Fung Wah’s buses were removed from the roads when the Massachusetts Department of Public Utilities found structural and maintenance deficiencies in the company’s 21 buses, the letter said. The FMCSA issued an Imminent Hazard Out-of-Service Order. The carrier’s operating authority was revoked March 1, after the company refused to turn over documentation to safety inspectors.
The FMCSA safety investigators found evidence of dangerous conditions on the buses. Their failure to inspect and maintain vehicles, falsified inspection records and lack of compliance with hours-of-service regulations were cited in the FMCSA’s rejection, Padilla said.
“Individually and cumulatively, these violations and conditions of operations substantially increase the likelihood of serious injury or death to Fung Wah drivers, passengers and the traveling public,” she said.
Fung Wah representatives submitted a written appeal to the rejection letter. Padilla said there is no timeline for review of the appeal, but it will be heard by the FMCSA.
Alexander Linzer, an associate of the New York-based firm Freeman Lewis LLC, is representing Fung Wah in their ongoing battle with the FMCSA.
“We’re ready, willing, and able to get back on the road,” Linzer said.
Several residents said Fung Wah should be working to improve the flaws in their buses before appealing to the FMCSA to continue operations.
Andrew Richards, 23, of Fenway, said he is losing faith in the efficiency of the transportation companies he has taken between Boston and New York.
“Service is getting worse and worse and I feel like I wouldn’t take Fung Wah because I don’t know it,” he said. “Now, knowing all that stuff [about their company], I obviously wouldn’t take it again. I know other companies are kind of the same way. They’re not raising the bar against each other. They are kind of cutting corners, it seems like.”
Hayden Jhon, 28, of Fenway, said price is more of a factor than the company’s history of safety violations in deciding whether or not to patronize Fung Wah.
“I would have to compare and see how much they’re charging,” he said. “If it’s cheap, and I look at the bus, and it looks okay, then I take a ride. It’s a risk I’ll take.
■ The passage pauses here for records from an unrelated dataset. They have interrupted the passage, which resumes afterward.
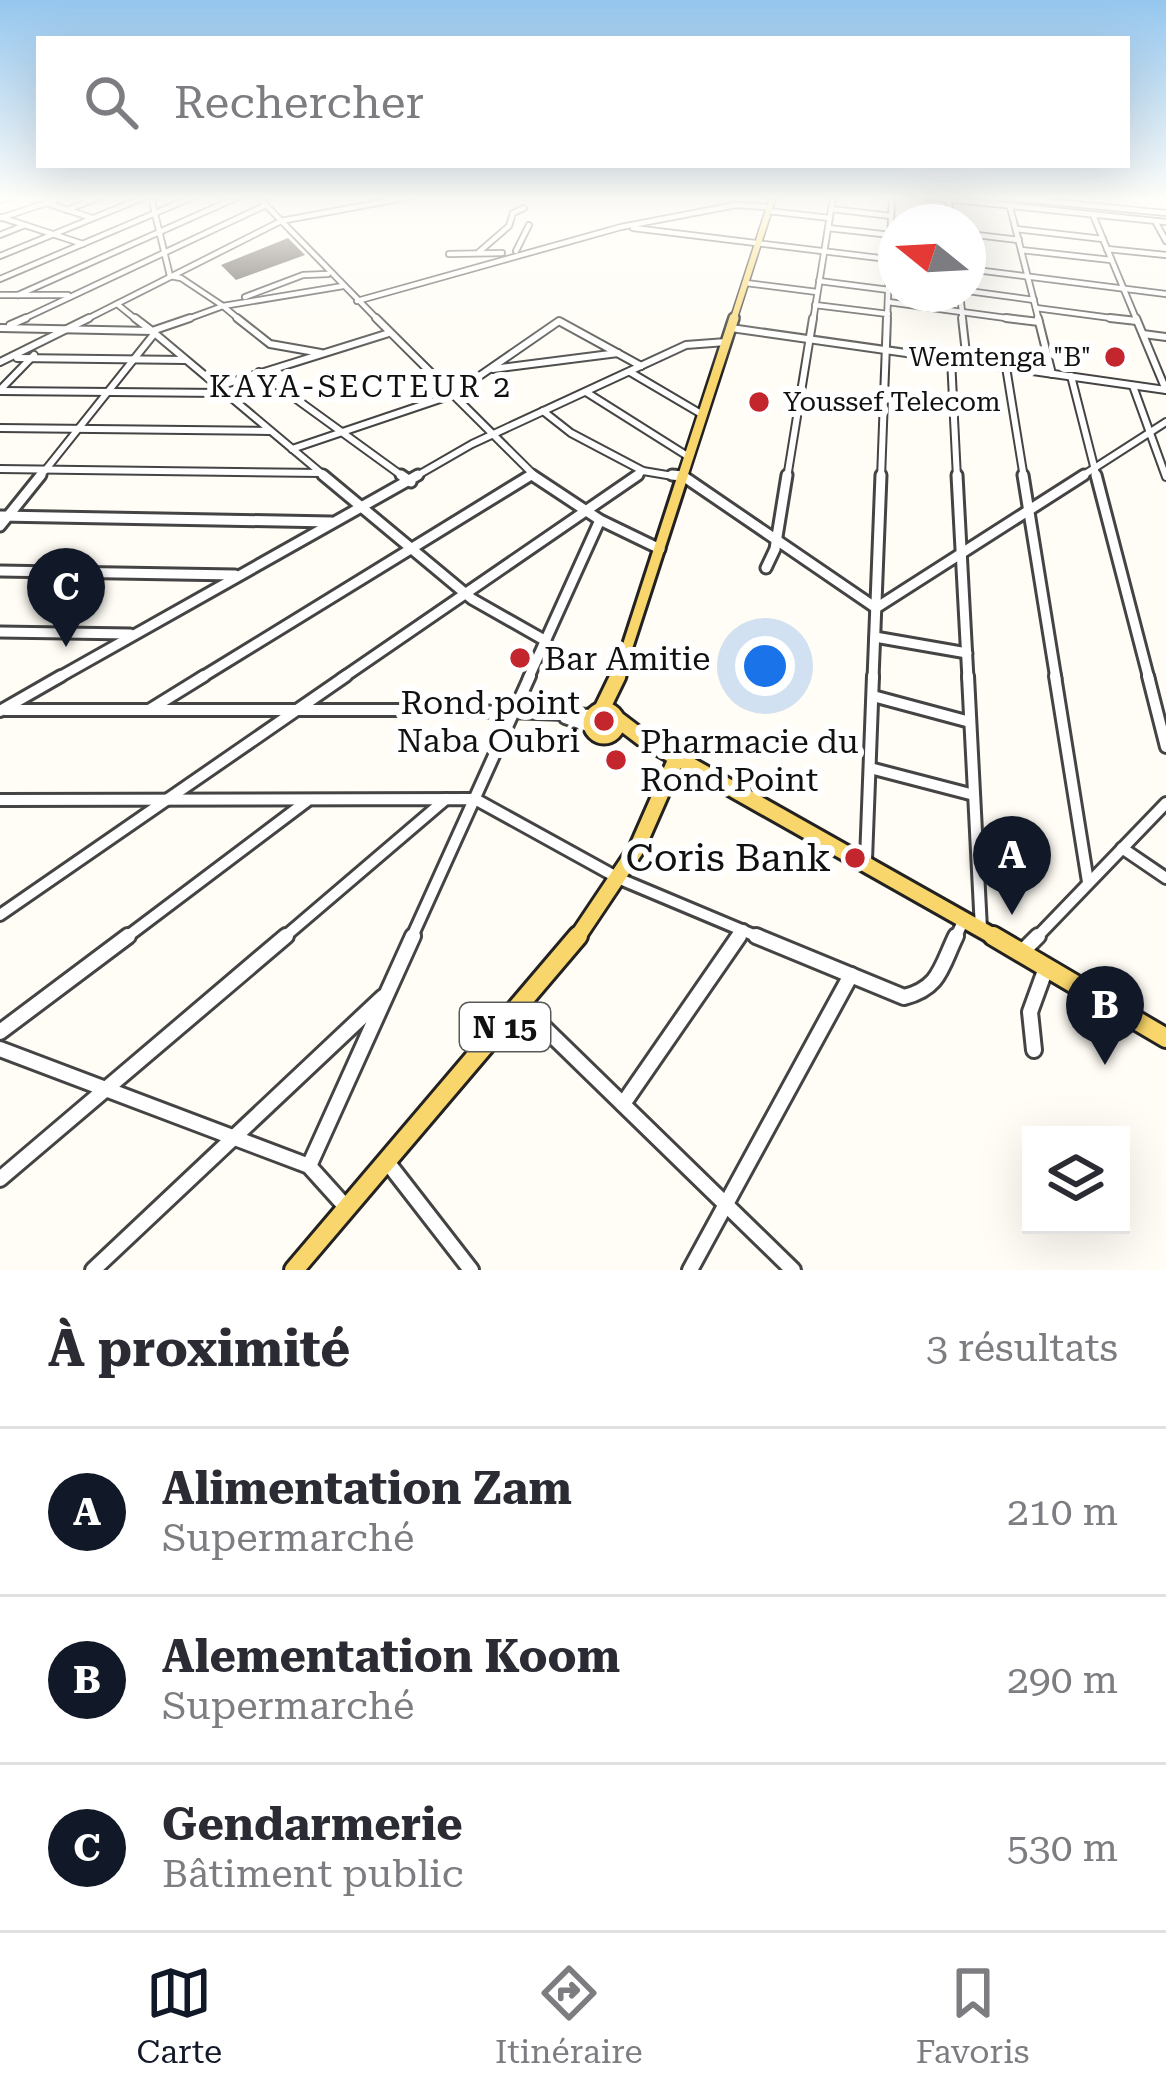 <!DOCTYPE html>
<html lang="fr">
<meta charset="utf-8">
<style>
:root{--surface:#fff;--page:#f7f7f7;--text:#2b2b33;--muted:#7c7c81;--line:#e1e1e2;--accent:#111827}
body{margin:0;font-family:"Roboto Serif",serif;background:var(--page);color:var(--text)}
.controls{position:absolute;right:36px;bottom:36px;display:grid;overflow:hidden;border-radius:0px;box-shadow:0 12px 48px #0002}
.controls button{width:108px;height:108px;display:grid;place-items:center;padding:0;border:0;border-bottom:3px solid var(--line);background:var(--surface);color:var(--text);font:60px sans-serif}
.compass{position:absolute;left:878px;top:204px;width:108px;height:108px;border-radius:50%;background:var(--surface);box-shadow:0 12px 48px #0002;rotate:288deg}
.you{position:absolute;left:765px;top:666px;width:42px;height:42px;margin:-30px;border:9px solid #fff;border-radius:50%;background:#1a73e8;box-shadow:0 0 0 18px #1a73e833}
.badge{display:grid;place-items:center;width:78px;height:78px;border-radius:50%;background:var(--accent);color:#fff;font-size:39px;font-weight:700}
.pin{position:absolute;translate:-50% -99px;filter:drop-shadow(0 3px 6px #0008)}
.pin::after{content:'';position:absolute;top:63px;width:42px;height:36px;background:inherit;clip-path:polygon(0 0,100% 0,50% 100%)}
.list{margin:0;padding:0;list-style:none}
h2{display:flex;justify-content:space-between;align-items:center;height:156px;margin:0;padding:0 48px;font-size:51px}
h2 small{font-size:39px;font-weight:400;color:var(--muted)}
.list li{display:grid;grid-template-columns:78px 1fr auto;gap:36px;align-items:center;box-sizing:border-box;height:168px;padding:0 48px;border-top:3px solid var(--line)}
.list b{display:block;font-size:45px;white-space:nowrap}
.list p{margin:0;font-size:39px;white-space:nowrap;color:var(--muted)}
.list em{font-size:39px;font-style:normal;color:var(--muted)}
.icon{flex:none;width:66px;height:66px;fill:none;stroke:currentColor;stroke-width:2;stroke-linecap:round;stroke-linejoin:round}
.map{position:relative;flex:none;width:1166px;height:1270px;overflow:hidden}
.search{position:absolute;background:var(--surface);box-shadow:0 12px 48px #0002;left:36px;right:36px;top:36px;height:132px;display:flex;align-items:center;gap:30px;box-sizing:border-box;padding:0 42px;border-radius:0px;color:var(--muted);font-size:45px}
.sheet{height:660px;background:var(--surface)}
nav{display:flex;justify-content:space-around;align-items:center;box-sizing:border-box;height:168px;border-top:3px solid var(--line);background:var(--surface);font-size:33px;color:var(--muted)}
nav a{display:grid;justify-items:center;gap:6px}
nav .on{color:var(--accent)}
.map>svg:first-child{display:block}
.building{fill:#5a524d}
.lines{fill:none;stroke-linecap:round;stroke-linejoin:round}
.minor-far4-casing{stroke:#444;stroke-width:8}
.minor-far3-casing{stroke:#444;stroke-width:10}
.minor-far2-casing{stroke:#444;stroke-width:15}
.minor-far1-casing{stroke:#444;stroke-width:16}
.minor-casing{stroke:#444;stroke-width:20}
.major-far4-casing{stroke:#222;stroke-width:9}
.major-far3-casing{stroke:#222;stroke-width:14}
.major-far2-casing{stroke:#222;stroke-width:16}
.major-far1-casing{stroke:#222;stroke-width:21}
.major-casing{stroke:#222;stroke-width:24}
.minor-far4{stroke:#fff;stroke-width:4.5}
.minor-far3{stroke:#fff;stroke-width:6}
.minor-far2{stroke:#fff;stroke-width:9}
.minor-far1{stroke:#fff;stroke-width:10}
.minor{stroke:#fff;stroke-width:14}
.major-far4{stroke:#f9d66b;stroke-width:6}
.major-far3{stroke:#f9d66b;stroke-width:9}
.major-far2{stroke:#f9d66b;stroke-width:10}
.major-far1{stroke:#f9d66b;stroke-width:15}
.major{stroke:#f9d66b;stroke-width:18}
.poi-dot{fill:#c4262e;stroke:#fff;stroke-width:4.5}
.labels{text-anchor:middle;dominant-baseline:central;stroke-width:12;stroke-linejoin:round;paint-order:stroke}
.far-poi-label{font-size:27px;fill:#111;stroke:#fff;text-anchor:end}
.far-neighbourhood-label{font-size:30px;letter-spacing:3px;fill:#111;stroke:#fff}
.shield{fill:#fff;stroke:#585858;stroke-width:3}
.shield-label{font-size:30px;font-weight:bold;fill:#111}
.poi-label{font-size:33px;fill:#111;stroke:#fff;text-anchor:start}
.near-poi-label{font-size:39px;fill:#111;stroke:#fff;text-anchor:end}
</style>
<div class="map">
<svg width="1166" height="1270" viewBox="0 0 1166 1270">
<rect width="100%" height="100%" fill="#fffdf5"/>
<path class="building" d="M 288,238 L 305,255 L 236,280 L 221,265 Z"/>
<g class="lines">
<g class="minor-far4-casing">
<g id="minor-far4">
<path d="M 151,197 L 170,276 L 181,278 L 223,306 L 343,286"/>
<path d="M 258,197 L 379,321"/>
<path d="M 926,197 L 1166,222"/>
<path d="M 1002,197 L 1166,213"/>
<path d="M 0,200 L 11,197"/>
<path d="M 949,200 L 951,222"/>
<path d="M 46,203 L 92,218"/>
<path d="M 1010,207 L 1039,321"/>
<path d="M 831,209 L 891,216"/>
<path d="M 67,210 L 100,197"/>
<path d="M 768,211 L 830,218"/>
<path d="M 1093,215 L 1137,321"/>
<path d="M 0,217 L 83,244"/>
<path d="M 1,218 L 64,197"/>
<path d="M 1155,221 L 1166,241"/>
<path d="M 633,228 L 896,260"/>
<path d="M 828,228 L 891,235"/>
<path d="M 1016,229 L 1103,239"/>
<path d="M 968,234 L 1019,240"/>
<path d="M 0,235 L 25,225"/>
<path d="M 1107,249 L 1166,255"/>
<path d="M 1021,250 L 1111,260"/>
<path d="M 516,251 L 529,225"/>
<path d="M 479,252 L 509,226 L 513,213 L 524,208"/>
<path d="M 449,254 L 502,253"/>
<path d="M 0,256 L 145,197"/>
<path d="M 968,269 L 1166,294"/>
<path d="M 0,279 L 193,197"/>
<path d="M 819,281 L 889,290"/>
<path d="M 746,283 L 817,292"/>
<path d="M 968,291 L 1034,300"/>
<path d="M 960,294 L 963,321"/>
<path d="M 0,295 L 68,295"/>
<path d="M 18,295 L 238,197"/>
<path d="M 245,297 L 303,275 L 328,274"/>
<path d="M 357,301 L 621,227 L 736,205 L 770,207"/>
<path d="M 888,302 L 1028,321"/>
<path d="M 117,304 L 138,321"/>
<path d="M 815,305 L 888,314"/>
<path d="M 1036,308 L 1134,321"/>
<path d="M 19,321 L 266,205"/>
<path d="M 83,321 L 281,221 L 409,197"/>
<path d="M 182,321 L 223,306 L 241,321"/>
<path d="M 813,321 L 833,197"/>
<path d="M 887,321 L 892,197"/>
</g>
</g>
<g class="minor-far3-casing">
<g id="minor-far3">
<path d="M 135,318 L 152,331 L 190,318"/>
<path d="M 237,318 L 270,344 L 321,353"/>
<path d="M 376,318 L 537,478"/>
<path d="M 962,318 L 967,362"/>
<path d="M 1006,318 L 1039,322"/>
<path d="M 1038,318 L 1052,374"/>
<path d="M 1110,318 L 1137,321"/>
<path d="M 1136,318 L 1166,390"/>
<path d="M 10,325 L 26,318"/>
<path d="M 0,328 L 152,331 L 327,478"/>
<path d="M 731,328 L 1166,390"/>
<path d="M 1143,334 L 1166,337"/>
<path d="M 17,358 L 185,360"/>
<path d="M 951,359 L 957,478"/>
<path d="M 0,362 L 89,318"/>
<path d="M 1006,367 L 1024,478"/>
<path d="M 493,369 L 618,353"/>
<path d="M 259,372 L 405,478"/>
<path d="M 630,372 L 703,415"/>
<path d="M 1071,376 L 1097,478"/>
<path d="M 1133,386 L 1166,477"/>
<path d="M 216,387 L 389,333"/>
<path d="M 0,390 L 34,355"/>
<path d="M 0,391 L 223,393"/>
<path d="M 586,392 L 689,457"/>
<path d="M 543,411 L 571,433 L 643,471 L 685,478"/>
<path d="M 0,428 L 269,431"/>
<path d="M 292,449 L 452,395 L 559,321 L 641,366"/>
<path d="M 0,469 L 322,473"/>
<path d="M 39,478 L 154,334"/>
<path d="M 413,478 L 472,444 L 686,345 L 726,342"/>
<path d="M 526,478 L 532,474"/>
<path d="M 633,478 L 643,471"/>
<path d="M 787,478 L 813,318"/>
<path d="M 881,478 L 887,318"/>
<path d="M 1079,478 L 1166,422"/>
</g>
</g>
<g class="minor-far2-casing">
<g id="minor-far2">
<path d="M 323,475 L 472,599 L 546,641"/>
<path d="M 401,475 L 411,482"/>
<path d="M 532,475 L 600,520 L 660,549"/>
<path d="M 672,475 L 683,476 L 876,608 L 1084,475"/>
<path d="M 957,475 L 968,679"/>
<path d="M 1023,475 L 1056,679"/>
<path d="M 1096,475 L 1149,679"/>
<path d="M 0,516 L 331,522"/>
<path d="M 0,526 L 41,475"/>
<path d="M 766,568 L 775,549 L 787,475"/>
<path d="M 0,571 L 235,575"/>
<path d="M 0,632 L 130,634"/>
<path d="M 875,637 L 967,653"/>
<path d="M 56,679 L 418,475"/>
<path d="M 199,679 L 531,475"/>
<path d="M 341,679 L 638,475"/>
<path d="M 528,679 L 600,520"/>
<path d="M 873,679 L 881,475"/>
</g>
</g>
<g class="minor-far1-casing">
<g id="minor-far1">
<path d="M 968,676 L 981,929"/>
<path d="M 1055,676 L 1088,882"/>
<path d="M 1148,676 L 1166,747"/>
<path d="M 873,696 L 970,722"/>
<path d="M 5,710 L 447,710 L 593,715"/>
<path d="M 149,710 L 204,676"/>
<path d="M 0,711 L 61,676"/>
<path d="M 565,718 L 591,727"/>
<path d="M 870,768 L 974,795"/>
<path d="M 0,800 L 475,799 L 620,879 L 763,939"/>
<path d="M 1122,848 L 1166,878"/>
<path d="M 866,860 L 873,676"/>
<path d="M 0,915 L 346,676"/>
<path d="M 124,939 L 307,801"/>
<path d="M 282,939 L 446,799"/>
<path d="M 411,939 L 530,676"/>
<path d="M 737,939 L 743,930"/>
<path d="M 955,939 L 964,919"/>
<path d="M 1035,939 L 1166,803"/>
</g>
</g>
<g class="minor-casing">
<g id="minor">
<path d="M 756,936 L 904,997 C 940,988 941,967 956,936"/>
<path d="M 1021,953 L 1038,936"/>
<path d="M 522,1006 L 793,1270"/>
<path d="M 0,1032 L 128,936"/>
<path d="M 0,1049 L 309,1166 L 345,1206"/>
<path d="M 1034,1050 L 1030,1012 L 1046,968"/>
<path d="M 623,1104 L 739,936"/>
<path d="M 388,1163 L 471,1270"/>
<path d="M 309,1166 L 413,936"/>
<path d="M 0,1179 L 286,936"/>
<path d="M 93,1270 L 383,997"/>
<path d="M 690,1270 L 851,975"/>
</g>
</g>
<g class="major-far4-casing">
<path id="major-far4" d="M 733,321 L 773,197"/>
</g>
<g class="major-far3-casing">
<path id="major-far3" d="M 682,478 L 734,318"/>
</g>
<g class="major-far2-casing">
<path id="major-far2" d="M 617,679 L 683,475"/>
</g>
<g class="major-far1-casing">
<g id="major-far1">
<circle cx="604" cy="723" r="13"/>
<path d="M 601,711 L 618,676"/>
<path d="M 617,719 L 642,738 L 998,939"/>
<path d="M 576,939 L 637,848 L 677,757"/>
</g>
</g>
<g class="major-casing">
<g id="major">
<path d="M 993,936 L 1166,1038"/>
<path d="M 294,1270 L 578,936"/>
</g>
</g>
<use href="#minor-far4" class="minor-far4"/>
<use href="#minor-far3" class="minor-far3"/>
<use href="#minor-far2" class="minor-far2"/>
<use href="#minor-far1" class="minor-far1"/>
<use href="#minor" class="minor"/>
<use href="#major-far4" class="major-far4"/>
<use href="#major-far3" class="major-far3"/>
<use href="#major-far2" class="major-far2"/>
<use href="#major-far1" class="major-far1"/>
<use href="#major" class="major"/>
</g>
<linearGradient id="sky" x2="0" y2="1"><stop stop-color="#95c6ee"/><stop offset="0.53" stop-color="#fffefa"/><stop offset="1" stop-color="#fffefa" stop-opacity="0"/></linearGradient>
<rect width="1166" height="375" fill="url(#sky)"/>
<g class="poi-dot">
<circle cx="1115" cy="357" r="12"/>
<circle cx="759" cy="402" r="12"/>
<circle cx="520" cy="658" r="12"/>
<circle cx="604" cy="721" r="12"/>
<circle cx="616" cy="760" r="12"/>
<circle cx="855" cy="858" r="12"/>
</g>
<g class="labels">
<g class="far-poi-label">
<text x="1091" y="357">Wemtenga "B"</text>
<text x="783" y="402" text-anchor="start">Youssef Telecom</text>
</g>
<g class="far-neighbourhood-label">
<text x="361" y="386">KAYA-SECTEUR 2</text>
</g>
<rect class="shield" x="460" y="1003" width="90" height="48" rx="9"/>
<g class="shield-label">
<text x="505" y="1027">N 15</text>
</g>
<g class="poi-label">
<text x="544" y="658">Bar Amitie</text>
<text x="580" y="702" text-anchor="end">Rond point<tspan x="580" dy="38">Naba Oubri</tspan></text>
<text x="640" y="741">Pharmacie du<tspan x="640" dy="38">Rond Point</tspan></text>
</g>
<g class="near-poi-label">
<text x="831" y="858">Coris Bank</text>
</g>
</g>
</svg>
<div class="controls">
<button><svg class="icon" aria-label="layers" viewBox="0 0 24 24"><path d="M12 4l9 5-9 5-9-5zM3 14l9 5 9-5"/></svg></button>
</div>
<svg class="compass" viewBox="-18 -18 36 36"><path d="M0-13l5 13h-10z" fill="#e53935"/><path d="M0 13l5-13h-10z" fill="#7c7c81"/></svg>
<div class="you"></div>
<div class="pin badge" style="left:1012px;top:915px">A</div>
<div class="pin badge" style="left:1105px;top:1065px">B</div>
<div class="pin badge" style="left:66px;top:647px">C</div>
<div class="search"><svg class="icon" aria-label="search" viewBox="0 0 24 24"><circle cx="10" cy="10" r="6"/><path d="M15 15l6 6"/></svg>Rechercher</div>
</div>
<section class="sheet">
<h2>À proximité<small>3 résultats</small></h2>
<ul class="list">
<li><span class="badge">A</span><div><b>Alimentation Zam</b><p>Supermarché</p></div><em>210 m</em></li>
<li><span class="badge">B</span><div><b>Alementation Koom</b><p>Supermarché</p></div><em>290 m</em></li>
<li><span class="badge">C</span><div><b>Gendarmerie</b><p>Bâtiment public</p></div><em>530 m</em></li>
</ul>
</section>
<nav>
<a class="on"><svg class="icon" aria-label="map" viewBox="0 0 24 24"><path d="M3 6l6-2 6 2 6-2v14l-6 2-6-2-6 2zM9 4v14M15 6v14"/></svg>Carte</a>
<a><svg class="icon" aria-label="directions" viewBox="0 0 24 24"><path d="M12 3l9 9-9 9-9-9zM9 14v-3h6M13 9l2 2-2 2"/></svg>Itinéraire</a>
<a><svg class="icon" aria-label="saved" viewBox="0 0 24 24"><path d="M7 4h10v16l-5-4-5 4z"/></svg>Favoris</a>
</nav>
I’d keep it in mind, be aware of [their history], but depending on the price, I’d do a lot of risky things.”
Quanesha Boykins, 22, of Fenway, said she has taken Fung Wah’s buses and was not disappointed with their service, despite having been warned about the company’s safety issues.
“I heard rumors before I took it that it was dangerous and the buses tipped over, but when I rode it I felt safe,” she said. “There was nothing wrong with it, but if they’re not changing anything and they have a history of crashes, they should fix that.”